→ **WHAT YOU HAVE TO DO**:
For this exercise, repeat the whole listing below exactly. Leave the pictures out.

→ **DATA FOR THIS EXERCISE**:

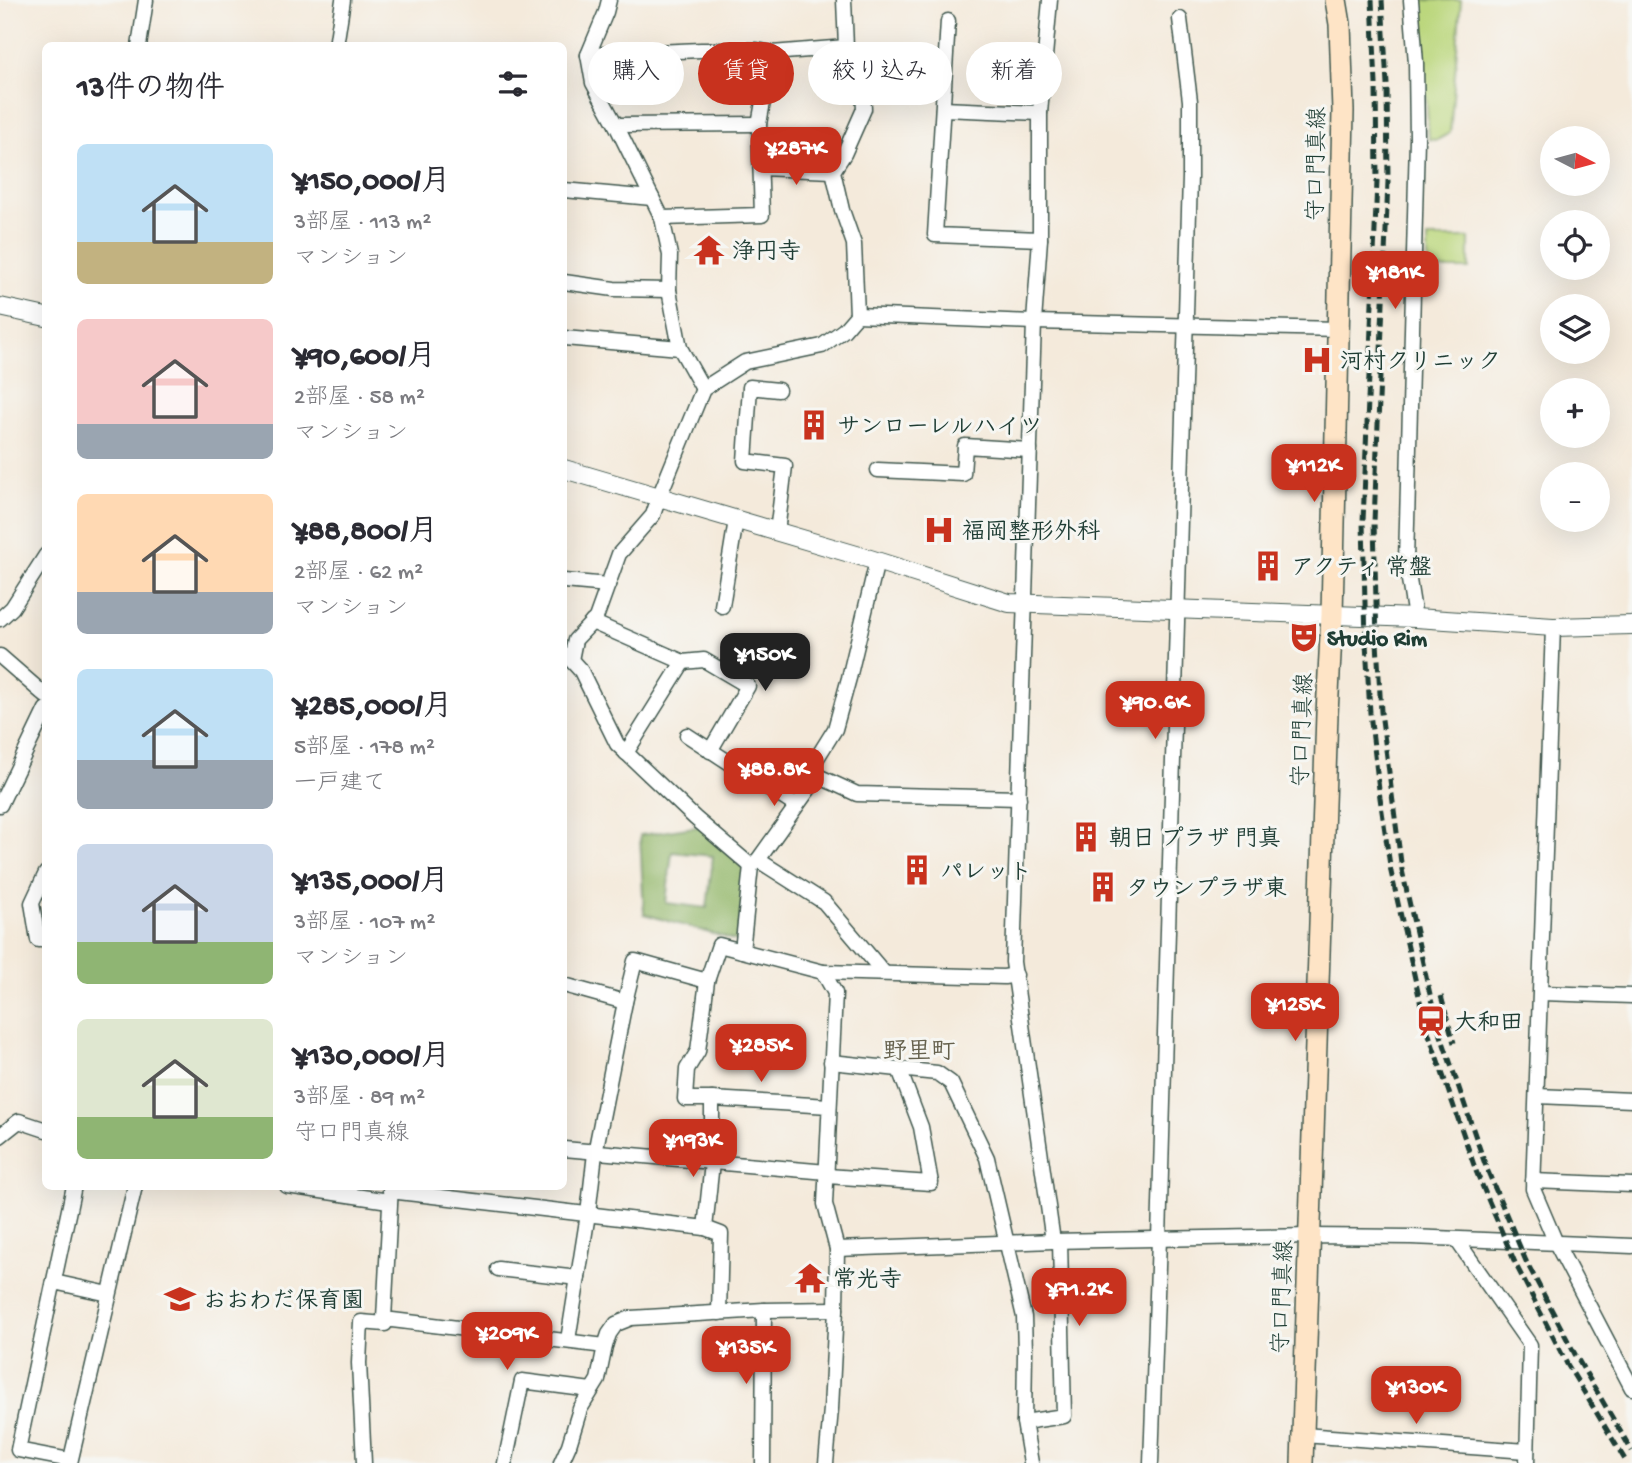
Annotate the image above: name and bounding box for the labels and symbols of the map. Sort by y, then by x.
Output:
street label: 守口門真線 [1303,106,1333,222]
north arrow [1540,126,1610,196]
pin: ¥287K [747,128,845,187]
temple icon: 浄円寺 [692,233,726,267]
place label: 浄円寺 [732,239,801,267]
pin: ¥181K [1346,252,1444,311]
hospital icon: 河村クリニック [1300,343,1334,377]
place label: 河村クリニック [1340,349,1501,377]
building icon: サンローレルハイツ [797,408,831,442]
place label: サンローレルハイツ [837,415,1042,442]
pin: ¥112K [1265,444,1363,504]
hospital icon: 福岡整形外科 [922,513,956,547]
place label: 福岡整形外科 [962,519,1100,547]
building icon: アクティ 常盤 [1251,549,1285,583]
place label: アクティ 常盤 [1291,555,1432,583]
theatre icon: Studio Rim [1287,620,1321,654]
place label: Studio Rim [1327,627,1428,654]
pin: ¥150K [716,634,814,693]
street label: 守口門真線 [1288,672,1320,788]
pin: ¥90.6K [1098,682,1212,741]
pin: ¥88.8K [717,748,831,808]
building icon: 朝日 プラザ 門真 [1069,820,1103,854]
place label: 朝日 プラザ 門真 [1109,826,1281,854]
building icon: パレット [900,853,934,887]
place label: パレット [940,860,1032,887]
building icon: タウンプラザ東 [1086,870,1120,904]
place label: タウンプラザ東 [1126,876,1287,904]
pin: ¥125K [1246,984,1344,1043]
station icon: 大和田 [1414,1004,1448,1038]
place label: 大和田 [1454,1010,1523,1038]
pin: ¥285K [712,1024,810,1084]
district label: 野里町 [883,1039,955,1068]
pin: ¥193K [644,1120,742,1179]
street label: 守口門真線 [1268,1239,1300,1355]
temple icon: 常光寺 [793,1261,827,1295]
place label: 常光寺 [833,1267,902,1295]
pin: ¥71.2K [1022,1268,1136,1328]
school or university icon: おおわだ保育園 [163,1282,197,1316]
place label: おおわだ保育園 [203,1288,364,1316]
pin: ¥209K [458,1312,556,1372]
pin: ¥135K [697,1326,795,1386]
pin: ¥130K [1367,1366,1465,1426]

→ **ANSWER BOX**:
Annotate the image above: name and bounding box for the labels and symbols of the map. Sort by y, then by x.
Output:
street label: 守口門真線 [1303,106,1333,222]
north arrow [1540,126,1610,196]
pin: ¥287K [747,128,845,187]
temple icon: 浄円寺 [692,233,726,267]
place label: 浄円寺 [732,239,801,267]
pin: ¥181K [1346,252,1444,311]
hospital icon: 河村クリニック [1300,343,1334,377]
place label: 河村クリニック [1340,349,1501,377]
building icon: サンローレルハイツ [797,408,831,442]
place label: サンローレルハイツ [837,415,1042,442]
pin: ¥112K [1265,444,1363,504]
hospital icon: 福岡整形外科 [922,513,956,547]
place label: 福岡整形外科 [962,519,1100,547]
building icon: アクティ 常盤 [1251,549,1285,583]
place label: アクティ 常盤 [1291,555,1432,583]
theatre icon: Studio Rim [1287,620,1321,654]
place label: Studio Rim [1327,627,1428,654]
pin: ¥150K [716,634,814,693]
street label: 守口門真線 [1288,672,1320,788]
pin: ¥90.6K [1098,682,1212,741]
pin: ¥88.8K [717,748,831,808]
building icon: 朝日 プラザ 門真 [1069,820,1103,854]
place label: 朝日 プラザ 門真 [1109,826,1281,854]
building icon: パレット [900,853,934,887]
place label: パレット [940,860,1032,887]
building icon: タウンプラザ東 [1086,870,1120,904]
place label: タウンプラザ東 [1126,876,1287,904]
pin: ¥125K [1246,984,1344,1043]
station icon: 大和田 [1414,1004,1448,1038]
place label: 大和田 [1454,1010,1523,1038]
pin: ¥285K [712,1024,810,1084]
district label: 野里町 [883,1039,955,1068]
pin: ¥193K [644,1120,742,1179]
street label: 守口門真線 [1268,1239,1300,1355]
temple icon: 常光寺 [793,1261,827,1295]
place label: 常光寺 [833,1267,902,1295]
pin: ¥71.2K [1022,1268,1136,1328]
school or university icon: おおわだ保育園 [163,1282,197,1316]
place label: おおわだ保育園 [203,1288,364,1316]
pin: ¥209K [458,1312,556,1372]
pin: ¥135K [697,1326,795,1386]
pin: ¥130K [1367,1366,1465,1426]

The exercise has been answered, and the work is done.